PROBLEM TO WORK ON:
The number of lines in the entries below holding the word "normal" is all that is needed here.

Source records:
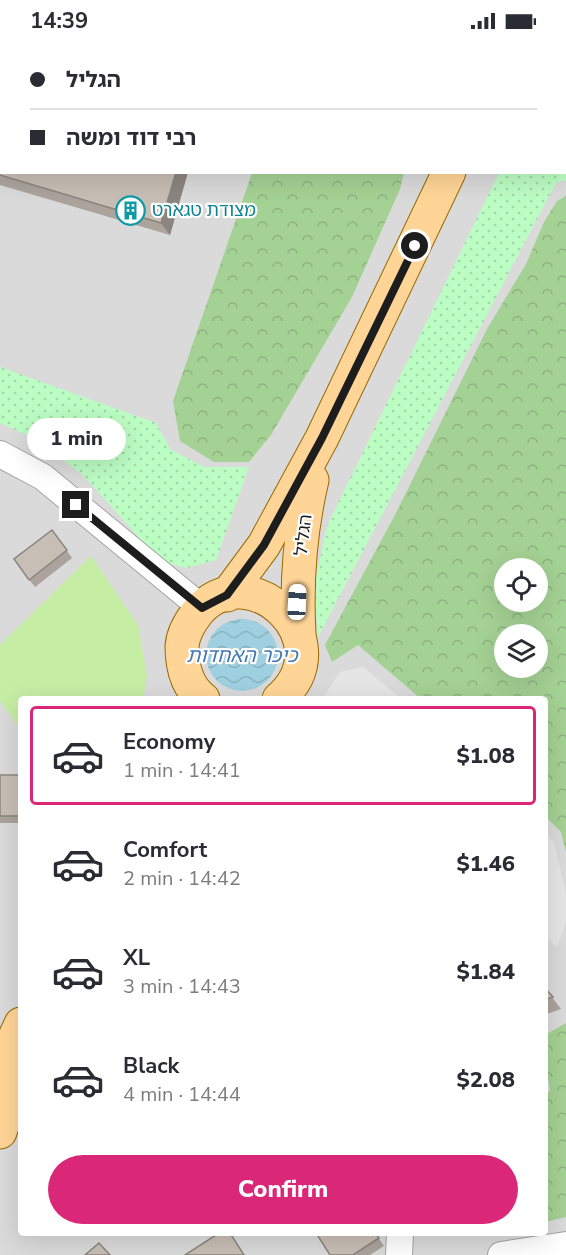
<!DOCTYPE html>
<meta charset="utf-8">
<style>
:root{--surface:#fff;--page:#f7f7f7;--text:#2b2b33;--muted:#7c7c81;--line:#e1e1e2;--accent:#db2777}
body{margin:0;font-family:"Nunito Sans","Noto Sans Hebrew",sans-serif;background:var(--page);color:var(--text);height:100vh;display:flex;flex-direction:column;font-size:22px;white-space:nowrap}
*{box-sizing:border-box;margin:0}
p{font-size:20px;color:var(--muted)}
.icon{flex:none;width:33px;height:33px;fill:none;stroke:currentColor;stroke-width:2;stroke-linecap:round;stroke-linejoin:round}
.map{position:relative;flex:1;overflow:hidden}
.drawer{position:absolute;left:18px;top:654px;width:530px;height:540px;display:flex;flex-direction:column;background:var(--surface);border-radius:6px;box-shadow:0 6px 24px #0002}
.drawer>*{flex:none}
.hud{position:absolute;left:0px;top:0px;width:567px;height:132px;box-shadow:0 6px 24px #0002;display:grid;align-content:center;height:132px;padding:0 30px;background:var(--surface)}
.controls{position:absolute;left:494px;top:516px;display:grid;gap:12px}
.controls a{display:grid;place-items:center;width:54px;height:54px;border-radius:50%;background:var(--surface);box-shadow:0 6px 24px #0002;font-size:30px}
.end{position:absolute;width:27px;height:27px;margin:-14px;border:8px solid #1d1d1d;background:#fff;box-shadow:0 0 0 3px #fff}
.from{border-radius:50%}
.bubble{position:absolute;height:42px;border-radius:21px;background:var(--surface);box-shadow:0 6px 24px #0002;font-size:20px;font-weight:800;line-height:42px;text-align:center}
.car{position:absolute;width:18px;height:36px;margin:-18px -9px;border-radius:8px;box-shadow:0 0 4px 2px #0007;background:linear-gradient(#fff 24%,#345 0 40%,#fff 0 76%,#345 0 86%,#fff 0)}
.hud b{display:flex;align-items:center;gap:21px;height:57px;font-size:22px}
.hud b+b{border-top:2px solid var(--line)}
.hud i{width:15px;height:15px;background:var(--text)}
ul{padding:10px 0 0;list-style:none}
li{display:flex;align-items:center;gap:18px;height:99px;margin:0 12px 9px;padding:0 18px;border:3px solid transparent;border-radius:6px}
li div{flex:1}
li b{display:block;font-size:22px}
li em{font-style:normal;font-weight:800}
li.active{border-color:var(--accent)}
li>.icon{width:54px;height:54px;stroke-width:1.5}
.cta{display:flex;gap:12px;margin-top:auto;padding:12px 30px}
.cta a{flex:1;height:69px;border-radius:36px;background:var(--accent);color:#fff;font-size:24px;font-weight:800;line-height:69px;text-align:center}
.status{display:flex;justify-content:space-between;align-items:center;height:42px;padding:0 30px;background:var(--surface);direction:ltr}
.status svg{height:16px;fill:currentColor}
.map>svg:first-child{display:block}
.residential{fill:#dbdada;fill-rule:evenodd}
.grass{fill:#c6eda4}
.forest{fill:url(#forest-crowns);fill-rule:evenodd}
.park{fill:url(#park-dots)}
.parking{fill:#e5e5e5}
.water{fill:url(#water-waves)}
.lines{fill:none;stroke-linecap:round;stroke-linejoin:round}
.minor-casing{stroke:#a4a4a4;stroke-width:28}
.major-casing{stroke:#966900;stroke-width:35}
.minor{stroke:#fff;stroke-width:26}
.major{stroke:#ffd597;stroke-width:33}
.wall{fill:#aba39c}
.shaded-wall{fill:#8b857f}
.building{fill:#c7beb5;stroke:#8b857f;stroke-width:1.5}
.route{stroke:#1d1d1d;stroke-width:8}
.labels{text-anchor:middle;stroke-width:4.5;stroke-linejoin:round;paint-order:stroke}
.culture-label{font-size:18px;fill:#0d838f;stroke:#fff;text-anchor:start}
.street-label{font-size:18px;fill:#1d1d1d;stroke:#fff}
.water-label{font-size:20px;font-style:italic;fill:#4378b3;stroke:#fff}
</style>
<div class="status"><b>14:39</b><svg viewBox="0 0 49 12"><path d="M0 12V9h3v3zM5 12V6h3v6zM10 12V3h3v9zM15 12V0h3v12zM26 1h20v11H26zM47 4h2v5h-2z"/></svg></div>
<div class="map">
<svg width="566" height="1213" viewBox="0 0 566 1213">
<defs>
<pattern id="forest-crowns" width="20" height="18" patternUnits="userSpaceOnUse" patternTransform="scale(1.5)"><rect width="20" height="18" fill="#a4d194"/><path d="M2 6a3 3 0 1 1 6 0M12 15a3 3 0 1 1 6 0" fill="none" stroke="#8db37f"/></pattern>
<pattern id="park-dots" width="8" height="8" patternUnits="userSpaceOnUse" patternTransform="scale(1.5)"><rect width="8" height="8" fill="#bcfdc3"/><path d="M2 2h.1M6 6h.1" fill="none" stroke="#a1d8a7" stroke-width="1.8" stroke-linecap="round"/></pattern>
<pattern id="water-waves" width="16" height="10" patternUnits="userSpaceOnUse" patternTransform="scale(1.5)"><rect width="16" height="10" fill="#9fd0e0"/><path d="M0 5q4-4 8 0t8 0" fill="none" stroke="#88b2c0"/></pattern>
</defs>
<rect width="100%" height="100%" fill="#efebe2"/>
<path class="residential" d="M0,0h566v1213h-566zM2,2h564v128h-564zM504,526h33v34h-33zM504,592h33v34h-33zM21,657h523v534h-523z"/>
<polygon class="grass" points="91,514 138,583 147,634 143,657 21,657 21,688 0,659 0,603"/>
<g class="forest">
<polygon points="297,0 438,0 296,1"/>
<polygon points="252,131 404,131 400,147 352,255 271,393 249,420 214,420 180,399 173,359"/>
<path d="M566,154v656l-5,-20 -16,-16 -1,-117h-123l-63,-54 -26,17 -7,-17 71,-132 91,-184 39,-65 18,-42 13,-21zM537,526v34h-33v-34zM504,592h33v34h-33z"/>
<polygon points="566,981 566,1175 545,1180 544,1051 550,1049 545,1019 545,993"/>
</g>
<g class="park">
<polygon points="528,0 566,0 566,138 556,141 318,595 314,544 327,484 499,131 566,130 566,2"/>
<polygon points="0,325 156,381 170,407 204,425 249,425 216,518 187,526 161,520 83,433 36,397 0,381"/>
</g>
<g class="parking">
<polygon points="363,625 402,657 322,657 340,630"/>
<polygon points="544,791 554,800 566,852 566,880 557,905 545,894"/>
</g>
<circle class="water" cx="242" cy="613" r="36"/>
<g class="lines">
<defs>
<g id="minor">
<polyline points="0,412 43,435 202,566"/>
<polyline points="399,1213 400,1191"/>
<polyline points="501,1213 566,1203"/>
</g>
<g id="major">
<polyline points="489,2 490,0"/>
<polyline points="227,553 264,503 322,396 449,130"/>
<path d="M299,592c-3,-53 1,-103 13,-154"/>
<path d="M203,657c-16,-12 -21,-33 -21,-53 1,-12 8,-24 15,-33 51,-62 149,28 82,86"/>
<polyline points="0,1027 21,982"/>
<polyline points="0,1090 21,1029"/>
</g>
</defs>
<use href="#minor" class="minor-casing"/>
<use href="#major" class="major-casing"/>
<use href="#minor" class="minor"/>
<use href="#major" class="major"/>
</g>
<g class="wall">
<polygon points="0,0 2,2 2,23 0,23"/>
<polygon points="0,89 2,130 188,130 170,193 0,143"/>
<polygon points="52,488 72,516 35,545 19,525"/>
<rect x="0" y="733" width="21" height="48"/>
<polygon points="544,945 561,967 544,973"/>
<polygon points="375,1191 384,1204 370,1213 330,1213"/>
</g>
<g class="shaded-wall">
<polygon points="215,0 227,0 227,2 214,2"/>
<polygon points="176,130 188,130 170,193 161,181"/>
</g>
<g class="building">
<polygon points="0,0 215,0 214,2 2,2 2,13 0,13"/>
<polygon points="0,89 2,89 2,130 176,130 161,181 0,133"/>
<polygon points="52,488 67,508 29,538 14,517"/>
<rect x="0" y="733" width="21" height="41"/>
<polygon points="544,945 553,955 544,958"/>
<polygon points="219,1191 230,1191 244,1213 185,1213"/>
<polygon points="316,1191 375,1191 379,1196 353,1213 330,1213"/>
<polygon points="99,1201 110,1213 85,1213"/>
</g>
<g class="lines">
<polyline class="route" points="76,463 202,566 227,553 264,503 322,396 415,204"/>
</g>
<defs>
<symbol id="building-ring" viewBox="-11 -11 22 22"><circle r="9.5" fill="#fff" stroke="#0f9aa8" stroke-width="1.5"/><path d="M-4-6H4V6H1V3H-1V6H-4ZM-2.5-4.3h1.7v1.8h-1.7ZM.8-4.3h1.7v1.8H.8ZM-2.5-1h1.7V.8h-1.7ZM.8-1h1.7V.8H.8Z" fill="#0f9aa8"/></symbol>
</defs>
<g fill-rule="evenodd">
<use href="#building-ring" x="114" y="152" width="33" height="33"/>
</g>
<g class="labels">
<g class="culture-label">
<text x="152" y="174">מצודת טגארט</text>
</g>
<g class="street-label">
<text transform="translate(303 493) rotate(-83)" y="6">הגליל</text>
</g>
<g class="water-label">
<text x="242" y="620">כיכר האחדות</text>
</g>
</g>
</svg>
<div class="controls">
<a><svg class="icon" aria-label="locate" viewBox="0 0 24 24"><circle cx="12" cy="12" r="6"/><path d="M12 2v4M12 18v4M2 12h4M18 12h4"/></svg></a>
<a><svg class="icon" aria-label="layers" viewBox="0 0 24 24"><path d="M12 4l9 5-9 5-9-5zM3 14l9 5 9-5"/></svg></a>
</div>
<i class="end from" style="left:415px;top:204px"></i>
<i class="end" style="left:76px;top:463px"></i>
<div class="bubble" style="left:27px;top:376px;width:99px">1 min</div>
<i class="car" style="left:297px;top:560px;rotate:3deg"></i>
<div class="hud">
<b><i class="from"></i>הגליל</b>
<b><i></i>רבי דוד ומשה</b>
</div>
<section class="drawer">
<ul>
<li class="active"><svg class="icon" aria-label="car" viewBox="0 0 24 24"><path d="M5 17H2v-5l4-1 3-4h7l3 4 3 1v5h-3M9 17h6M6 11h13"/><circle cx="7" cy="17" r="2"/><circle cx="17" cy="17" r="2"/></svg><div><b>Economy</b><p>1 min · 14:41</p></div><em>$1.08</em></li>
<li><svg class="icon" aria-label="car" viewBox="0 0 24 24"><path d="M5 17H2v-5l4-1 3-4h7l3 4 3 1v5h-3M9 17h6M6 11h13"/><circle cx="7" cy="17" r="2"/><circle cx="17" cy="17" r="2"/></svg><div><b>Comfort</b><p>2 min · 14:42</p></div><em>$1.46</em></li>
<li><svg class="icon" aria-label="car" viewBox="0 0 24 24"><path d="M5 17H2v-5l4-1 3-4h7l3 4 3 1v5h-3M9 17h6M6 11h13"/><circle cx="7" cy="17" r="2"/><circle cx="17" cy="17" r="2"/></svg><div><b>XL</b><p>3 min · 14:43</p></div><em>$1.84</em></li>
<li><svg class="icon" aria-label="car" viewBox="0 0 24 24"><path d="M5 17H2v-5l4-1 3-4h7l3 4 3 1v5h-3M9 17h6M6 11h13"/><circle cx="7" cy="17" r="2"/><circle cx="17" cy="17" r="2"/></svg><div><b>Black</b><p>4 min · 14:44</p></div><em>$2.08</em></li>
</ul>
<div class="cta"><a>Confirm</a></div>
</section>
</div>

==

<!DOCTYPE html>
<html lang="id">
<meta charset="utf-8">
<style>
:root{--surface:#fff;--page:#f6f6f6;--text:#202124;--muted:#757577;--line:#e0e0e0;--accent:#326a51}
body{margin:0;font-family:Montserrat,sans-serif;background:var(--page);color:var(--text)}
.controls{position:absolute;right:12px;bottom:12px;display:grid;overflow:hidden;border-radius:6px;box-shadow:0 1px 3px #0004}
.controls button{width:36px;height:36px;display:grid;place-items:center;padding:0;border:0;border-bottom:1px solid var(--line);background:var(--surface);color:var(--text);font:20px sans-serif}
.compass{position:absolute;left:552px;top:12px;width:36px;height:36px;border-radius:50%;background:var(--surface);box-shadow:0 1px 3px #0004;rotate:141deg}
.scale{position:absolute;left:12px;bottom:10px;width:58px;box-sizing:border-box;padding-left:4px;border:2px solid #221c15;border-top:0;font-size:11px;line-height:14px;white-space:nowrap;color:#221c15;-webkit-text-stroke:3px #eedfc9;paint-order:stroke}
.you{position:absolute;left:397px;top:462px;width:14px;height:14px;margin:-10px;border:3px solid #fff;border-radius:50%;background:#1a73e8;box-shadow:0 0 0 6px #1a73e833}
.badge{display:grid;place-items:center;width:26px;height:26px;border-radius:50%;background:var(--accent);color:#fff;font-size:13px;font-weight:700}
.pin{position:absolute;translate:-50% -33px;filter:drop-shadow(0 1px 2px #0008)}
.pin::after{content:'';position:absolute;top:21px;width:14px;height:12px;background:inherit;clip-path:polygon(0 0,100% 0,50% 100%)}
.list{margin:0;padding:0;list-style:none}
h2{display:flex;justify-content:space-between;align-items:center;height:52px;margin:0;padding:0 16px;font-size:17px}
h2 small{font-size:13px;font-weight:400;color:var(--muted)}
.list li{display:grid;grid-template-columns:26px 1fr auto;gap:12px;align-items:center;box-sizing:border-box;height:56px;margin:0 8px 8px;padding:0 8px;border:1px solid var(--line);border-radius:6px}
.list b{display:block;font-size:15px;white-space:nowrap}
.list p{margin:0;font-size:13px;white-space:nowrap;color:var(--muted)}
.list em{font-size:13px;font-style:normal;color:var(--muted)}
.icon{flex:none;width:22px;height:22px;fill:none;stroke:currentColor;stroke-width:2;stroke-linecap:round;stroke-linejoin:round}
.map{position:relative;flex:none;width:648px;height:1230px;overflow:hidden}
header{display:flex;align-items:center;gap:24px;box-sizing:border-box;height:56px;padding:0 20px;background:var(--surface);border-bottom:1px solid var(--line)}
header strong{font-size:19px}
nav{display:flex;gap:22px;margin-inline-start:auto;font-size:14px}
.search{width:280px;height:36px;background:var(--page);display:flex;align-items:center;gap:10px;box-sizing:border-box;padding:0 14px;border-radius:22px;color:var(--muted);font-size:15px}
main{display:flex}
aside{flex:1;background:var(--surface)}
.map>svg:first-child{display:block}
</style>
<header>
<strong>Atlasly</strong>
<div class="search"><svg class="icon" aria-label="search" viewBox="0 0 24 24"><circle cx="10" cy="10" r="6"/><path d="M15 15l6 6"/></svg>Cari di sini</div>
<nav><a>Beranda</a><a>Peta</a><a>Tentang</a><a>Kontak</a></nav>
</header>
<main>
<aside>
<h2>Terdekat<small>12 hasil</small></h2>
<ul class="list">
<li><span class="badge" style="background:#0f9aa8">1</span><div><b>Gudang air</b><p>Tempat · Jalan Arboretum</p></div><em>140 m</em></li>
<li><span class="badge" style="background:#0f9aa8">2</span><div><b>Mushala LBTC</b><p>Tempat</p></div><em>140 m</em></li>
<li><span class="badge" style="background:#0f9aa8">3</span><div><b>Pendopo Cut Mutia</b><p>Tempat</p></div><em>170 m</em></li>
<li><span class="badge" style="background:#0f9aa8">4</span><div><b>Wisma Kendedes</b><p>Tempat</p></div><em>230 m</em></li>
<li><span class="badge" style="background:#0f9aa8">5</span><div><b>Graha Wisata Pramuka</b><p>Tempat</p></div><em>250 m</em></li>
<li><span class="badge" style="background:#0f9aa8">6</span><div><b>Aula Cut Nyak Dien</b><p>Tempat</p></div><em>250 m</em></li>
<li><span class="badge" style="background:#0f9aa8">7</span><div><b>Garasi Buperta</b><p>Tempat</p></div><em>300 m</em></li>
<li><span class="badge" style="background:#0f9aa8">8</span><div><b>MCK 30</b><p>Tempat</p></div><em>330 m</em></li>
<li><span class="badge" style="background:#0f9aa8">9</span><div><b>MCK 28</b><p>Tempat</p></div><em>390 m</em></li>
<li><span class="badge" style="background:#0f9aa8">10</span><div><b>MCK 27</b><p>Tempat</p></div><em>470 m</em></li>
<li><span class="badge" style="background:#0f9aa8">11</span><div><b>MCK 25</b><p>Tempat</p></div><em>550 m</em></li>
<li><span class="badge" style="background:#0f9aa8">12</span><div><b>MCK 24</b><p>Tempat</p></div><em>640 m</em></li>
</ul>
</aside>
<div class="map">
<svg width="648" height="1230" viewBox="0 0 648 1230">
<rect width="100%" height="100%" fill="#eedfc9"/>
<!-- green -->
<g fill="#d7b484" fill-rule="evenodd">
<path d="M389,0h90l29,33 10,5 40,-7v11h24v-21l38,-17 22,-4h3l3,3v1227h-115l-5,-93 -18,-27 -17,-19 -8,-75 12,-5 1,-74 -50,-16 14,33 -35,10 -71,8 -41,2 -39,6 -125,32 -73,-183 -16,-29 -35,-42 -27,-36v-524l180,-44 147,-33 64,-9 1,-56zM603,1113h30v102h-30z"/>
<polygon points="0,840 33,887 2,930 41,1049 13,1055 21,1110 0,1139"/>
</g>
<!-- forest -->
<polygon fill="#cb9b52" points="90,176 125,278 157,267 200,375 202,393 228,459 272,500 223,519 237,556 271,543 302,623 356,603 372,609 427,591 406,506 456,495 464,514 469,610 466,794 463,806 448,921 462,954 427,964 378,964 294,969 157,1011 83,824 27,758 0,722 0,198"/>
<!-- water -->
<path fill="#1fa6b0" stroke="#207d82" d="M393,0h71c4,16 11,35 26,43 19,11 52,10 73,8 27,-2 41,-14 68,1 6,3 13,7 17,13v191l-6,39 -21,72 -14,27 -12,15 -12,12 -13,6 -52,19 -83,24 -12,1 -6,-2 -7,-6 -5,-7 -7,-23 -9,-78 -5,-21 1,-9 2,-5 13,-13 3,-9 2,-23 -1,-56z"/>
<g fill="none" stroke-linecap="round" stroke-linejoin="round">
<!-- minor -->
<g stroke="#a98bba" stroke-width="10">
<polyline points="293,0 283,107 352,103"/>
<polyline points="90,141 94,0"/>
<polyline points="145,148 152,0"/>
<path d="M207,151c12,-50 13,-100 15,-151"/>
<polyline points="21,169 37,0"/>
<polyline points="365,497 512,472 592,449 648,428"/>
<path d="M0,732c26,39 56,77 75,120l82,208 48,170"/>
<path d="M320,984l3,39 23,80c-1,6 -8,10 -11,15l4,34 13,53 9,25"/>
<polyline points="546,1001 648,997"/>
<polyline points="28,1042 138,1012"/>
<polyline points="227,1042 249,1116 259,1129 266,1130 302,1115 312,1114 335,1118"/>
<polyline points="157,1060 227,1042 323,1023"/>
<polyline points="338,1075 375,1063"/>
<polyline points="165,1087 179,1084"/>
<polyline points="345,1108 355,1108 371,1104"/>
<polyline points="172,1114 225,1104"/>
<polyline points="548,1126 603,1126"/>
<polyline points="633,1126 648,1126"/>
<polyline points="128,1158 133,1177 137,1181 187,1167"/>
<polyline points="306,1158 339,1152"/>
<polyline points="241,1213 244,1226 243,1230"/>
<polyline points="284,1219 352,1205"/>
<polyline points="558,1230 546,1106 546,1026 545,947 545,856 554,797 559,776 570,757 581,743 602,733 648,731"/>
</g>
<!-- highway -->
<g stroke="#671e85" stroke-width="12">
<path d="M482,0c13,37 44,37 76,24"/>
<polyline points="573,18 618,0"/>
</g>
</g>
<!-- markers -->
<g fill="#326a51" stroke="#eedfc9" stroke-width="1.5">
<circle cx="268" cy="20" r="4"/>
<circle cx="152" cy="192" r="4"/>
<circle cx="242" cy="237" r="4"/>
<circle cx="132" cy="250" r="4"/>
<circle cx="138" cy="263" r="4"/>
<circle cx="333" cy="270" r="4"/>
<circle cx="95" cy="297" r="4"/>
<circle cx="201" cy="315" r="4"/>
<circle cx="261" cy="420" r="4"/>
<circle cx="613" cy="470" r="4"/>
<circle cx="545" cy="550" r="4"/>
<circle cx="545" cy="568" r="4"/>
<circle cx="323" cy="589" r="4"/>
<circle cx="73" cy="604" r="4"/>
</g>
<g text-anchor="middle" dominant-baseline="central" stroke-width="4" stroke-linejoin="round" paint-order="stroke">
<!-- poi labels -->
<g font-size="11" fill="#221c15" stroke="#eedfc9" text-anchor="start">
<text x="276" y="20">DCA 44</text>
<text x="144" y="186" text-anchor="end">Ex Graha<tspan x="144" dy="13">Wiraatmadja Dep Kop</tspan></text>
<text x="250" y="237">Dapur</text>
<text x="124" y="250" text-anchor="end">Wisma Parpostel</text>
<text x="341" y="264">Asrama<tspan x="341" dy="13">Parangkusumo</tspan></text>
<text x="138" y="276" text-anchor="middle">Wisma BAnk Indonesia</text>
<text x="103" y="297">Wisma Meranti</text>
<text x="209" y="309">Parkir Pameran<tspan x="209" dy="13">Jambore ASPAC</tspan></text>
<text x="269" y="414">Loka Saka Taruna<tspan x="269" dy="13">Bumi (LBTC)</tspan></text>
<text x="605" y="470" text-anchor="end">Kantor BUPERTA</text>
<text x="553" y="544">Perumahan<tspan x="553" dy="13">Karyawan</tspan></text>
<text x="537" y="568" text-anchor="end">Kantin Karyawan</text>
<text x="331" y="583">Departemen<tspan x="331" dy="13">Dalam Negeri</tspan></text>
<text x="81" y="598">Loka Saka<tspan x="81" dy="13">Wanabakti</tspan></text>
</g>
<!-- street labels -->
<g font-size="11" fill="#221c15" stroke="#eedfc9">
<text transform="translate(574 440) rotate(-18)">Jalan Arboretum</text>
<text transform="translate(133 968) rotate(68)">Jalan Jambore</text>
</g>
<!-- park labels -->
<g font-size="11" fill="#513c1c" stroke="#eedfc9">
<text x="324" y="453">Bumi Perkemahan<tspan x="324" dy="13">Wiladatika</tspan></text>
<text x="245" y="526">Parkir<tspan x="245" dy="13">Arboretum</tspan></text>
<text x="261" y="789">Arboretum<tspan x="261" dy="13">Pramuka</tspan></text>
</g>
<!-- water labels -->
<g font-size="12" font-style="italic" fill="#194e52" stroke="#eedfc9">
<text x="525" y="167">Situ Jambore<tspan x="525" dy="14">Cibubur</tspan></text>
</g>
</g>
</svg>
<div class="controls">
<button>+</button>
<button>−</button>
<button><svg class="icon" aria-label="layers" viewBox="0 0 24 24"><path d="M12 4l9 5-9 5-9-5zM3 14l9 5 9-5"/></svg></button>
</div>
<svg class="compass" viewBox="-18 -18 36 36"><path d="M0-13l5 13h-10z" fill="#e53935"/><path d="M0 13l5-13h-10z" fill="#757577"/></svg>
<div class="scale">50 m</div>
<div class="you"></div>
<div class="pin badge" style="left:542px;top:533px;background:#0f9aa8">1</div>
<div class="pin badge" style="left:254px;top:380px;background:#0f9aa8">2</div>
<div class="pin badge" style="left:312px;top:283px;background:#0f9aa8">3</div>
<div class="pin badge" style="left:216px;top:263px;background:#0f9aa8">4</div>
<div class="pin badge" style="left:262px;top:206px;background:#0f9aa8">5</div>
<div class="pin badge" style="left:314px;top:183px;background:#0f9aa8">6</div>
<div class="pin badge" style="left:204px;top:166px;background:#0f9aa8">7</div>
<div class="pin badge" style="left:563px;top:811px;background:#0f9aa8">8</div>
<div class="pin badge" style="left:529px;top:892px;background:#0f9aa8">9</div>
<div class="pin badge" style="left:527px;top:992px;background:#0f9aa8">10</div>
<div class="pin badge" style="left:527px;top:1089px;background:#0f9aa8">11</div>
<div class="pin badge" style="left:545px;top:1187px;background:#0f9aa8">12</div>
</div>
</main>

REPLY:
2